The other aspect of “predictable” delays in a program completely ignores the runtime issues that can happen at the OS layer, such as swapping/page cache invalidations/migrations between cores of numa regions etc. so it is rarely the case that any program in any language is going to have predictable behaviour. Even trivial things, like the number/size of environment variables user at program startup can have a performance delta.
Anyway, the point is that when programmers talk about “predictable” behaviour in a program, what they generally mean is “invisible performance problems” and so it gets swept under the carpet.
That’s not to say that GC doesn’t introduce variance into measurements, but it is not the only thing that causes variance and many of the good GCs are capable of using multiple cores and can avoid interrupting the program runtime without significant overhead, although obviously tracing collectors will increase pressure on a memory system in a way that explicit/automatic memory management does not.

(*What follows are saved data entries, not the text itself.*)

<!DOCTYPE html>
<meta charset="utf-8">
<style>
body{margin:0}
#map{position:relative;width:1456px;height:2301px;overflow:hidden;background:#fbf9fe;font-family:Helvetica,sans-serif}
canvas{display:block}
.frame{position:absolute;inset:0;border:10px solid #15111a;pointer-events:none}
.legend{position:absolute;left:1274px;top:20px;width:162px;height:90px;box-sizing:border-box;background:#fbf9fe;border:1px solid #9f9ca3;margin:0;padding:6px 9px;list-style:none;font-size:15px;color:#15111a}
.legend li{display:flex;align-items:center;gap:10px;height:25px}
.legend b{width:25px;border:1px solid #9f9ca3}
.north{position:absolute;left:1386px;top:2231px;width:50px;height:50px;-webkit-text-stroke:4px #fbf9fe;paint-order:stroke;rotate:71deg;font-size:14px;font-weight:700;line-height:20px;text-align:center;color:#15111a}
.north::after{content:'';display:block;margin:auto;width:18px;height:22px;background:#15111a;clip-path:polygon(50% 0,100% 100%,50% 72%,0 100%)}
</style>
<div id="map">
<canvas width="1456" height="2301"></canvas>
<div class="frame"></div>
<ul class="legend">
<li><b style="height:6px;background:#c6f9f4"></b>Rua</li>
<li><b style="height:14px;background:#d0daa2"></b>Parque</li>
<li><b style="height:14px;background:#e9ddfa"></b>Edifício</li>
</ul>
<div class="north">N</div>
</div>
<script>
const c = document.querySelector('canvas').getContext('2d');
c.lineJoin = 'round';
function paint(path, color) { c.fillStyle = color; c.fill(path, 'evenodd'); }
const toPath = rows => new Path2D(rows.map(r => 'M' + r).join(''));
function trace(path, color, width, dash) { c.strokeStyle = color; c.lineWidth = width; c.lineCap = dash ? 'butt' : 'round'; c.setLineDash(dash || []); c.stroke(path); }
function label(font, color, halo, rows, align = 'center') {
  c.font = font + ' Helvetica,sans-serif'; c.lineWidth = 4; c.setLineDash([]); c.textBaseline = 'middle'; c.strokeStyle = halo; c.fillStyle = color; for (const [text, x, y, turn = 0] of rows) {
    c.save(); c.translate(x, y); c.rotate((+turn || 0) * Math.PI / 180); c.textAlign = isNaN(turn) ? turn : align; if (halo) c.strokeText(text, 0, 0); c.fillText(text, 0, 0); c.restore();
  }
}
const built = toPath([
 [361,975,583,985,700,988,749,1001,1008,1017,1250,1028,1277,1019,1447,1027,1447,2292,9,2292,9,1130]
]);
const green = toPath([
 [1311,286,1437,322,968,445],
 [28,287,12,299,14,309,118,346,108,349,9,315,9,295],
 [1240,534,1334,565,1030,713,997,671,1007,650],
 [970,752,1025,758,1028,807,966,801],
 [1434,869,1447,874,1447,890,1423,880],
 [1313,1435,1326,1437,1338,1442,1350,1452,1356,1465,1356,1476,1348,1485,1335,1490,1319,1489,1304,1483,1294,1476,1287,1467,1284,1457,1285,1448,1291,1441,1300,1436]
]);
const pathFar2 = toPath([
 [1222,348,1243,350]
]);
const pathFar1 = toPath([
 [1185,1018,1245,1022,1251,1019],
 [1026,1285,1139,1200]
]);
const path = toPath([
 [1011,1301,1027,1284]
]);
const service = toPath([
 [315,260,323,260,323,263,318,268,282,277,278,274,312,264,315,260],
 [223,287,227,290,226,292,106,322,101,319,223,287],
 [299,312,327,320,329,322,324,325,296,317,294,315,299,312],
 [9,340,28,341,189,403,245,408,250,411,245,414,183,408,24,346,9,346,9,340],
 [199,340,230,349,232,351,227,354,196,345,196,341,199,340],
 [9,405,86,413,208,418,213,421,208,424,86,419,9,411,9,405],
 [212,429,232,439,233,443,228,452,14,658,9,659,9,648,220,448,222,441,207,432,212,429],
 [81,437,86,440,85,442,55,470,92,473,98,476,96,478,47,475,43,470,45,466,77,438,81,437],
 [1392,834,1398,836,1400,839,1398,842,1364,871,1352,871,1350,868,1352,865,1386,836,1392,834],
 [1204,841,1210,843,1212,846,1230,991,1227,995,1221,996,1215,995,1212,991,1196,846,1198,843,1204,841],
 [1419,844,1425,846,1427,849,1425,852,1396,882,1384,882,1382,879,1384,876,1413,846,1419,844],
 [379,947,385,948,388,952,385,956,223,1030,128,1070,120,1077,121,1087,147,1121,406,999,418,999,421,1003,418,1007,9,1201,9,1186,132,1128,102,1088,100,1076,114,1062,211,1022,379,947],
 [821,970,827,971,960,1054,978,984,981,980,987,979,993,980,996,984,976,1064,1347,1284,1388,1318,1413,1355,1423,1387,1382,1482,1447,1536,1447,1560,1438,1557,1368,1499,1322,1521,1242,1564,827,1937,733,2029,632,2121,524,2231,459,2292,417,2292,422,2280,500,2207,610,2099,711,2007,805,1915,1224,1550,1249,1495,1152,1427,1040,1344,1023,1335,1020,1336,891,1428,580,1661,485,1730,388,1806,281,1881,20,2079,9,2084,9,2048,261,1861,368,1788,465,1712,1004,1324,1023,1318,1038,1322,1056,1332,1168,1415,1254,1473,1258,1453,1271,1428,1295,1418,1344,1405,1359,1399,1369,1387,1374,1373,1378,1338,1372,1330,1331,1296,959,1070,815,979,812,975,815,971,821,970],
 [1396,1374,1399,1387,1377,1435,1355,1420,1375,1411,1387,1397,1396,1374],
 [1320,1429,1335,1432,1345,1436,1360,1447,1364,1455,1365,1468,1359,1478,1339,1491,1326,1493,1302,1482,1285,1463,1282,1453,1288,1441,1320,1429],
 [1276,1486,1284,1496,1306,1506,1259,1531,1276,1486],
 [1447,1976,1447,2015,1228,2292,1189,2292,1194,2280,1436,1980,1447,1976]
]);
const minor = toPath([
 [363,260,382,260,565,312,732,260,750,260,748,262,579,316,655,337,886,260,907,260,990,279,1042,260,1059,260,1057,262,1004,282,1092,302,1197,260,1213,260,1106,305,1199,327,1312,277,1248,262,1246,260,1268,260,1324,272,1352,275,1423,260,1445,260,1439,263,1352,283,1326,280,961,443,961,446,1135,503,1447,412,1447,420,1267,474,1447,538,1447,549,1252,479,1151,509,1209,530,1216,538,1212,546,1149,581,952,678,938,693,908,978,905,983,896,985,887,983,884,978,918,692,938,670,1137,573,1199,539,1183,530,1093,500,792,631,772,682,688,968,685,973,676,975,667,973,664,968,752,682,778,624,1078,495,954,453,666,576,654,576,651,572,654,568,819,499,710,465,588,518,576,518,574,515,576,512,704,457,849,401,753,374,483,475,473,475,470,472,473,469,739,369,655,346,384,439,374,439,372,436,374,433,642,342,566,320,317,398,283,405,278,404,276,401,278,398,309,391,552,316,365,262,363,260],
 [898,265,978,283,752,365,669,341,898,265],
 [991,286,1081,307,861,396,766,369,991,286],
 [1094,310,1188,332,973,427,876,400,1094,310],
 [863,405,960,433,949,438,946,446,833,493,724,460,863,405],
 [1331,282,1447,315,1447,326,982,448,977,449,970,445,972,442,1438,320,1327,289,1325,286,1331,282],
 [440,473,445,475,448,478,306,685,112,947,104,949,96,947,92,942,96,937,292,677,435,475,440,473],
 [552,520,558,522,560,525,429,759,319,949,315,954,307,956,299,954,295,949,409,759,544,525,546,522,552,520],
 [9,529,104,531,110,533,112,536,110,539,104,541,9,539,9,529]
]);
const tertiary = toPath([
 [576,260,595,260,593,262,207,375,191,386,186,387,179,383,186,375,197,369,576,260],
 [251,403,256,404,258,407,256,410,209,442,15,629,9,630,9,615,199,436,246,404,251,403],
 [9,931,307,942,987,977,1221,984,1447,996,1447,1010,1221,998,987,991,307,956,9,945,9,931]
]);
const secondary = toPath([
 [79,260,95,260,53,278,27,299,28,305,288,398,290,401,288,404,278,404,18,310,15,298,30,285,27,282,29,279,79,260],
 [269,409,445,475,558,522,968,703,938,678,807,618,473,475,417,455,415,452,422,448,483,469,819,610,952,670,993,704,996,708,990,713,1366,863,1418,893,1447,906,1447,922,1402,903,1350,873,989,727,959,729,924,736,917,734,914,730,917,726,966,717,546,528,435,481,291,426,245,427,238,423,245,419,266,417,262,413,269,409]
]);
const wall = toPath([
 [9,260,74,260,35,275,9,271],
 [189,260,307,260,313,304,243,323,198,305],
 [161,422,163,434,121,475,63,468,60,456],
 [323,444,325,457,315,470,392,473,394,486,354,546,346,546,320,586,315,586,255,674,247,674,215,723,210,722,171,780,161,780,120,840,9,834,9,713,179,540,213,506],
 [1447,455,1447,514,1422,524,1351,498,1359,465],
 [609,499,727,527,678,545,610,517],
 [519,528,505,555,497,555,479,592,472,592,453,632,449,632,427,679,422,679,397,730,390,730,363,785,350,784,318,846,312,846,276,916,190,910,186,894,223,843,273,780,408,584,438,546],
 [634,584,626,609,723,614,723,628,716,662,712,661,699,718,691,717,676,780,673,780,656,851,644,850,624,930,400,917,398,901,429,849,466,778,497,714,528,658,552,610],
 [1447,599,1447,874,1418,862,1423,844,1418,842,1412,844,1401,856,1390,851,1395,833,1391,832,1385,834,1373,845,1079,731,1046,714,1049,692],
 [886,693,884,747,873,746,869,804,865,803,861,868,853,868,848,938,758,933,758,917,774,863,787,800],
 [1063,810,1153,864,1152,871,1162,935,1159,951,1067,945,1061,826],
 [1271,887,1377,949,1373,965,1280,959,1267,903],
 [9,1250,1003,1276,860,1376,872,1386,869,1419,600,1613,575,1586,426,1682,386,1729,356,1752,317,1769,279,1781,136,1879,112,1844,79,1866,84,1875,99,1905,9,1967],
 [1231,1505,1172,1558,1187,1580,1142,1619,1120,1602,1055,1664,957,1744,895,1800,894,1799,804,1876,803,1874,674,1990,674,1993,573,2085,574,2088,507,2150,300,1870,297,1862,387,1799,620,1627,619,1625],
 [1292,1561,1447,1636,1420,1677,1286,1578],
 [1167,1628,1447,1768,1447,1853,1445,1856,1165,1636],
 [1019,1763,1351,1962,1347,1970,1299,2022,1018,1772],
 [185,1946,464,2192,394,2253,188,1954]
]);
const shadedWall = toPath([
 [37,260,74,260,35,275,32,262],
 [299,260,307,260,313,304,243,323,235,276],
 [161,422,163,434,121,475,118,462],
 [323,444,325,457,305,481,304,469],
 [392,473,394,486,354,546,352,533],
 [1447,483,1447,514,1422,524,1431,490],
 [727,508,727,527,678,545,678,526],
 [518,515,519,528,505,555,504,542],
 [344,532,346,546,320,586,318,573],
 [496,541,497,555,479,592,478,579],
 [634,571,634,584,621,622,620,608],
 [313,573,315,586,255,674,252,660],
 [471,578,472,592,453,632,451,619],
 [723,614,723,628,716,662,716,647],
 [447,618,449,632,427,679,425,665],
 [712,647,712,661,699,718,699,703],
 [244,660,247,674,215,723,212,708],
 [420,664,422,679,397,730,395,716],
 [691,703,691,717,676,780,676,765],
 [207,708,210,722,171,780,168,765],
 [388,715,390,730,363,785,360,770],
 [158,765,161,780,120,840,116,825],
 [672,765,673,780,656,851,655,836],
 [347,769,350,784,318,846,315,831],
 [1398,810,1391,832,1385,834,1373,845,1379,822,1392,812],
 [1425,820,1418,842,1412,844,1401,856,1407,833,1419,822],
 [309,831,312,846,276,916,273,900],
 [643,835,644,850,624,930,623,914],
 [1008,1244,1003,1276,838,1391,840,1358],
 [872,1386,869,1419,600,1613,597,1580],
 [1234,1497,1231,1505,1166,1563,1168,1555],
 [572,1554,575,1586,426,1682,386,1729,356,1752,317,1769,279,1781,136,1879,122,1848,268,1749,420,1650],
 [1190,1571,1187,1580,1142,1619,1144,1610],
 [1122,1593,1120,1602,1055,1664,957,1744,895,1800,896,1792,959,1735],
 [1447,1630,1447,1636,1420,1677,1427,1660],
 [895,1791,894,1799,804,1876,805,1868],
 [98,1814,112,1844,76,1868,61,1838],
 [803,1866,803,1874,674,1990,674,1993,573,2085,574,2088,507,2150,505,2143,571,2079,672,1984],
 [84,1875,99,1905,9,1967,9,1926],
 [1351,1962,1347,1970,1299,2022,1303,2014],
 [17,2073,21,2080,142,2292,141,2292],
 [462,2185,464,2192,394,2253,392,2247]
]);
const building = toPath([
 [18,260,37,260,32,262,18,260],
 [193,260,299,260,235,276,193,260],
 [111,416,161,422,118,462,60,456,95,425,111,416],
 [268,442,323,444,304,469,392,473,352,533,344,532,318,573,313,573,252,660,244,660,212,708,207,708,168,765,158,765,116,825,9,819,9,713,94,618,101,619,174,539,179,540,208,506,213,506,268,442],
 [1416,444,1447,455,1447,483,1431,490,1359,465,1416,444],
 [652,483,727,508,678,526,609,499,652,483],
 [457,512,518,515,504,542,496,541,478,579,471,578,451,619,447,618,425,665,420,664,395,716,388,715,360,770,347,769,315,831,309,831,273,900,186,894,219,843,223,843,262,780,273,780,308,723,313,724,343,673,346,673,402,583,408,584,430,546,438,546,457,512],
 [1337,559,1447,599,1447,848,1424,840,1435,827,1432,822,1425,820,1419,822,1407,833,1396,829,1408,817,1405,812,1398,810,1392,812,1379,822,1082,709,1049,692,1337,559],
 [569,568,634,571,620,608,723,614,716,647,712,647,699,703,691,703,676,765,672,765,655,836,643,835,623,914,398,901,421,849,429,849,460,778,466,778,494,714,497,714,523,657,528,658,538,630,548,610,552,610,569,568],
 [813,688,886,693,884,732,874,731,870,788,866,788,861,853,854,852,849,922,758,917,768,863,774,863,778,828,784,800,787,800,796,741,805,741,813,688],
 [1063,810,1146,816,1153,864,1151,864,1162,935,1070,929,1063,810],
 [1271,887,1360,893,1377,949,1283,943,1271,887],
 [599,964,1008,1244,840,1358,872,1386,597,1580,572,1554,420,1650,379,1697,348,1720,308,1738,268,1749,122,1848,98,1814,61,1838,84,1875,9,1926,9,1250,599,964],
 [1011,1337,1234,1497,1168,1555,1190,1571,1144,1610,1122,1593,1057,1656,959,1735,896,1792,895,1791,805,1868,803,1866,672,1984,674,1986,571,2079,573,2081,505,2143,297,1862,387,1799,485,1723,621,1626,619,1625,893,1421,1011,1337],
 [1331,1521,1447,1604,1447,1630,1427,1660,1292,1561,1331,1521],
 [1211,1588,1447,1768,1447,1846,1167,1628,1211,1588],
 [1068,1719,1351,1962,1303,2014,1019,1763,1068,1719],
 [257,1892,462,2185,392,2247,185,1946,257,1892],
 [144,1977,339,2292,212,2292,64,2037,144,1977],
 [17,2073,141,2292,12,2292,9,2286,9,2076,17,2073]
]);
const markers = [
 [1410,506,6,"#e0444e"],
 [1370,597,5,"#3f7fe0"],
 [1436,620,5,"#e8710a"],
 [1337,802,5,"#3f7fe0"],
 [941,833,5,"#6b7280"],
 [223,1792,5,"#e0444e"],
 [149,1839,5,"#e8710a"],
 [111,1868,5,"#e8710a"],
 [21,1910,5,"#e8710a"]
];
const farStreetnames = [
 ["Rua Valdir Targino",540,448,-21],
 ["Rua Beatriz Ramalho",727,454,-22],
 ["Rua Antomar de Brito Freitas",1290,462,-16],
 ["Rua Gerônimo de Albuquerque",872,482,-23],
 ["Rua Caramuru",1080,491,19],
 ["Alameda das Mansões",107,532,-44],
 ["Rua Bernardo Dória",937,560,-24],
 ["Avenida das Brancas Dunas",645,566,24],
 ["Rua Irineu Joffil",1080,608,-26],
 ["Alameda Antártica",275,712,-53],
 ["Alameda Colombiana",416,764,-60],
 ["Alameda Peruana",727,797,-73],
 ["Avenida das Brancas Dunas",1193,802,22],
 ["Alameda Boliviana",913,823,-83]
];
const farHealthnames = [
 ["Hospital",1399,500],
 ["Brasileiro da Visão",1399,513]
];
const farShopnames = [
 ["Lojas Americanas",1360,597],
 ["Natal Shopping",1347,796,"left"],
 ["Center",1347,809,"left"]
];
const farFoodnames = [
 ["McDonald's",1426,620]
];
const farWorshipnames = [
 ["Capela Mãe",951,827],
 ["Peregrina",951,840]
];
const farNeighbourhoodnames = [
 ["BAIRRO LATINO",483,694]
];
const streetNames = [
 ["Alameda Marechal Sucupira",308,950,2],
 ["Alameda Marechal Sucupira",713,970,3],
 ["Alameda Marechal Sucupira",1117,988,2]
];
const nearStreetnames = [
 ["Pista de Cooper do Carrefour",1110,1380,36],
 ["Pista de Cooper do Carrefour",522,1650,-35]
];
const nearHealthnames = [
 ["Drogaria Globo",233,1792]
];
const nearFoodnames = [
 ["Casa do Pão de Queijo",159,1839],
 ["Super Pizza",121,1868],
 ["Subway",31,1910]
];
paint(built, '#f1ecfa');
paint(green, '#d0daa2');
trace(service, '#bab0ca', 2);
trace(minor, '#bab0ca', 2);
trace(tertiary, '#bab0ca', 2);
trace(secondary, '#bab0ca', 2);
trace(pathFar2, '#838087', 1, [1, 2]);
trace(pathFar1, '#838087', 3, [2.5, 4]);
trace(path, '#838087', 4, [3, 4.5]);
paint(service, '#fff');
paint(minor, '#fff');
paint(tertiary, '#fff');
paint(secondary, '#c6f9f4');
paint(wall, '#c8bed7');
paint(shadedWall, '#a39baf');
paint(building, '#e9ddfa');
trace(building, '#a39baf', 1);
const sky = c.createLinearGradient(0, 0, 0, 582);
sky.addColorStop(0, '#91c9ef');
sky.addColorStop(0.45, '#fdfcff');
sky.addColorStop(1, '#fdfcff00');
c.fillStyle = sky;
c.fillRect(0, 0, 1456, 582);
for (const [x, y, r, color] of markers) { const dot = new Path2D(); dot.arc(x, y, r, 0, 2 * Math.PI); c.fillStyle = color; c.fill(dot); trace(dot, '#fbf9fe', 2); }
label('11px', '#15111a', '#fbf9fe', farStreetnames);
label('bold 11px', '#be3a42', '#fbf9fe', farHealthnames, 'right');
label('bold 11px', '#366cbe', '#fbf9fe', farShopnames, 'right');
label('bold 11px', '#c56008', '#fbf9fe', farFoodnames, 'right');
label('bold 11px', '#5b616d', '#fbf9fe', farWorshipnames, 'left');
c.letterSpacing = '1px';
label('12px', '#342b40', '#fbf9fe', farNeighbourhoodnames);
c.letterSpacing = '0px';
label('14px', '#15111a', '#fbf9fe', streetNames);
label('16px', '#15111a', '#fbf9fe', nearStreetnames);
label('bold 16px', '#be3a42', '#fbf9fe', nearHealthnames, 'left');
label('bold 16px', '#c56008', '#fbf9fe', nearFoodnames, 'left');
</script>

> Note that GC makes explicit the costs associated with memory allocation and freeing; languages that use manual memory management (or semi automated memory management as in Swift/Rust) simply un-amortise the cost and distribute it all over the program
This is generally an interesting feature of garbage collected languages, and it's often more efficient than manual memory management - but it does come with downsides.
> Even in a “predictable” language like Rust, a data entry containing a map like structure is going to have a different destruction time if the map is empty vs if it is full.
"Predictable" does not mean "always the same". It means that given a map with the same size and fill level, destroying it will take the same time. What's more important is that the point in the program where the destruction happens can be controlled - and, if necessary, moved out of the critical path of something that requires response within a certain bound. This may introduces an overall inefficiency in the program, but if you have software that needs to fulfill certain time bounds, that's the tradeoff you choose. Doing so in a garbage collected language is much harder.
And rust targets environments where (near)-realtime behavior and predictable performance is important, or where garbage collection is not truly possible since allocation isn't even possible (think embedded systems).
> Anyway, the point is that when programmers talk about “predictable” behaviour in a program, what they generally mean is “invisible performance problems” and so it gets swept under the carpet.
I don't see how this is a counterpoint to what I said - programmers blaming other things for performance problem has been a thing like forever.
Agree with this. I wrote some non-trivial amount of code in Rust just to give is a proper try. After countless hours spent in understanding borrow checker, life times and waiting for compilation to finish, I still have to constantly fight borrow checker. When working with Rust, I am not "making thing X" but instead "writing Rust which happens to be X". The code is littered with either `unwrap` of `?` which is just exception management done manually with hardly any benefit.
On systems programming front, last time I checked there were two options to make system calls (apart from writing inline assembly), the `libc` or the `nix` crate. `libc` is just a wrapper so exposes `unsafe` C like API which doesn't make for idiomatic Rust code. `nix` was incomplete on lots of front, not sure if things have changed now since it has been a while I tried Rust. So much for a systems programming language.
What is wrong with `?`?
I consider Option<T> as a plus. Unwrap is hack but '?' is good error handling. Better then littered code with unnecessary ifs (which you need to use even in GC languages).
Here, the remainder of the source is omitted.